What Jewish and Christian Zionists omit from their Biblical arguments in favor of continued Israel occupation is that Yahweh also told the Hebrews, including the tribe of Judah (from whom the “Jews” are descended), that he would remove them from the land if they broke the covenant by rebelling against his commandments, which is precisely what occurs in the Bible.
Thus, the theological argument for Zionism is not only bunk from a secular point of view, but is also a wholesale fabrication from a scriptural perspective, representing a continued rebelliousness against Yahweh and his Torah, and the teachings of Yeshua the Messiah (Jesus the Christ) in the New Testament.

Myth #9 – Palestinians reject the two-state solution because they want to destroy Israel.
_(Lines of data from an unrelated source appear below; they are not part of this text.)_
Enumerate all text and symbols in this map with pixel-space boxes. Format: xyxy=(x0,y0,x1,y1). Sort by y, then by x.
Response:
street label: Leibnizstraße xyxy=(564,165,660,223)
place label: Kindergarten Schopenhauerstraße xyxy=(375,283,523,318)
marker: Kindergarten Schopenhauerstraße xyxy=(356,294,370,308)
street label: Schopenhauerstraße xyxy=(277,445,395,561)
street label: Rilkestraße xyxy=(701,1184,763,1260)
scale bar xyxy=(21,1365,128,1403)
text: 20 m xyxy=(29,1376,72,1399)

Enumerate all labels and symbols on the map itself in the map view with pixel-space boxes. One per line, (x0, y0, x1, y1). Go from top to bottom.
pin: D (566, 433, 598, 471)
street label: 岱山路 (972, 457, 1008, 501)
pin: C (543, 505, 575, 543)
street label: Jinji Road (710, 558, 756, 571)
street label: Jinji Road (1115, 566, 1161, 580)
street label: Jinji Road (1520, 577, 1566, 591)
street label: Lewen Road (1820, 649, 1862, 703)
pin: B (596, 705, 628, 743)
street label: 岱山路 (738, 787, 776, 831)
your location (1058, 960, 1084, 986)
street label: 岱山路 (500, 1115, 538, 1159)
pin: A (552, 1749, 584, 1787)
In an enormous concession to Israel, Palestinians have long accepted the two-state solution. The elected representatives of the Palestinian people in Yasser Arafat’s Palestine Liberation Organization (PLO) had since the 70s recognized the state of Israel and accepted the two-state solution to the conflict. Despite this, Western media continued through the 90s to report that the PLO rejected this solution and instead wanted to wipe Israel off the map.
The pattern has been repeated since Hamas was voted into power in the 2006 Palestinian elections. Although Hamas has for years accepted the reality of the state of Israel and demonstrated a willingness to accept a Palestinian state in the West Bank and Gaza Strip alongside Israel, it is virtually obligatory for Western mainstream media, even today, to report that Hamas rejects the two-state solution, that it instead seeks “to destroy Israel”.
In fact, in early 2004, shortly before he was assassinated by Israel, Hamas founder Sheik Ahmed Yassin said that Hamas could accept a Palestinian state alongside Israel. Hamas has since repeatedly reiterated its willingness to accept a two-state solution.
In early 2005, Hamas issued a document stating its goal of seeking a Palestinian state alongside Israel and recognizing the 1967 borders.
The exiled head of the political bureau of Hamas, Khalid Mish’al, wrote in the LondonGuardian in January 2006 that Hamas was “ready to make a just peace”.  He wrote that “We shall never recognize the right of any power to rob us of our land and deny us our national rights…. But if you are willing to accept the principle of a long-term truce, we are prepared to negotiate the terms.”
During the campaigning for the 2006 elections, the top Hamas official in Gaza, Mahmoud al-Zahar said that Hamas was ready to “accept to establish our independent state on the area occupied [in] ’67”, a tacit recognition of the state of Israel.
The elected prime minister from Hamas, Ismail Haniyeh, said in February 2006 that Hamas accepted “the establishment of a Palestinian state” within the “1967 borders”.
In April 2008, former U.S. President Jimmy Carter met with Hamas officials and afterward stated that Hamas “would accept a Palestinian state on the 1967 borders” and would “accept the right of Israel to live as a neighbor next door in peace”. It was Hamas’ “ultimate goal to see Israel living in their allocated borders, the 1967 borders, and a contiguous, vital Palestinian state alongside.”
That same month Hamas leader Meshal said, “We have offered a truce if Israel withdraws to the 1967 borders, a truce of 10 years as a proof of recognition.”
In 2009, Meshal said that Hamas “has accepted a Palestinian state on the 1967 borders”.
Hamas’ shift in policy away from total rejection of the existence of the state of Israel towards acceptance of the international consensus on a two-state solution to the conflict is in no small part a reflection of the will of the Palestinian public. A public opinion survey from April of last year, for instance, found that three out of four Palestinians were willing to accept a two-state solution.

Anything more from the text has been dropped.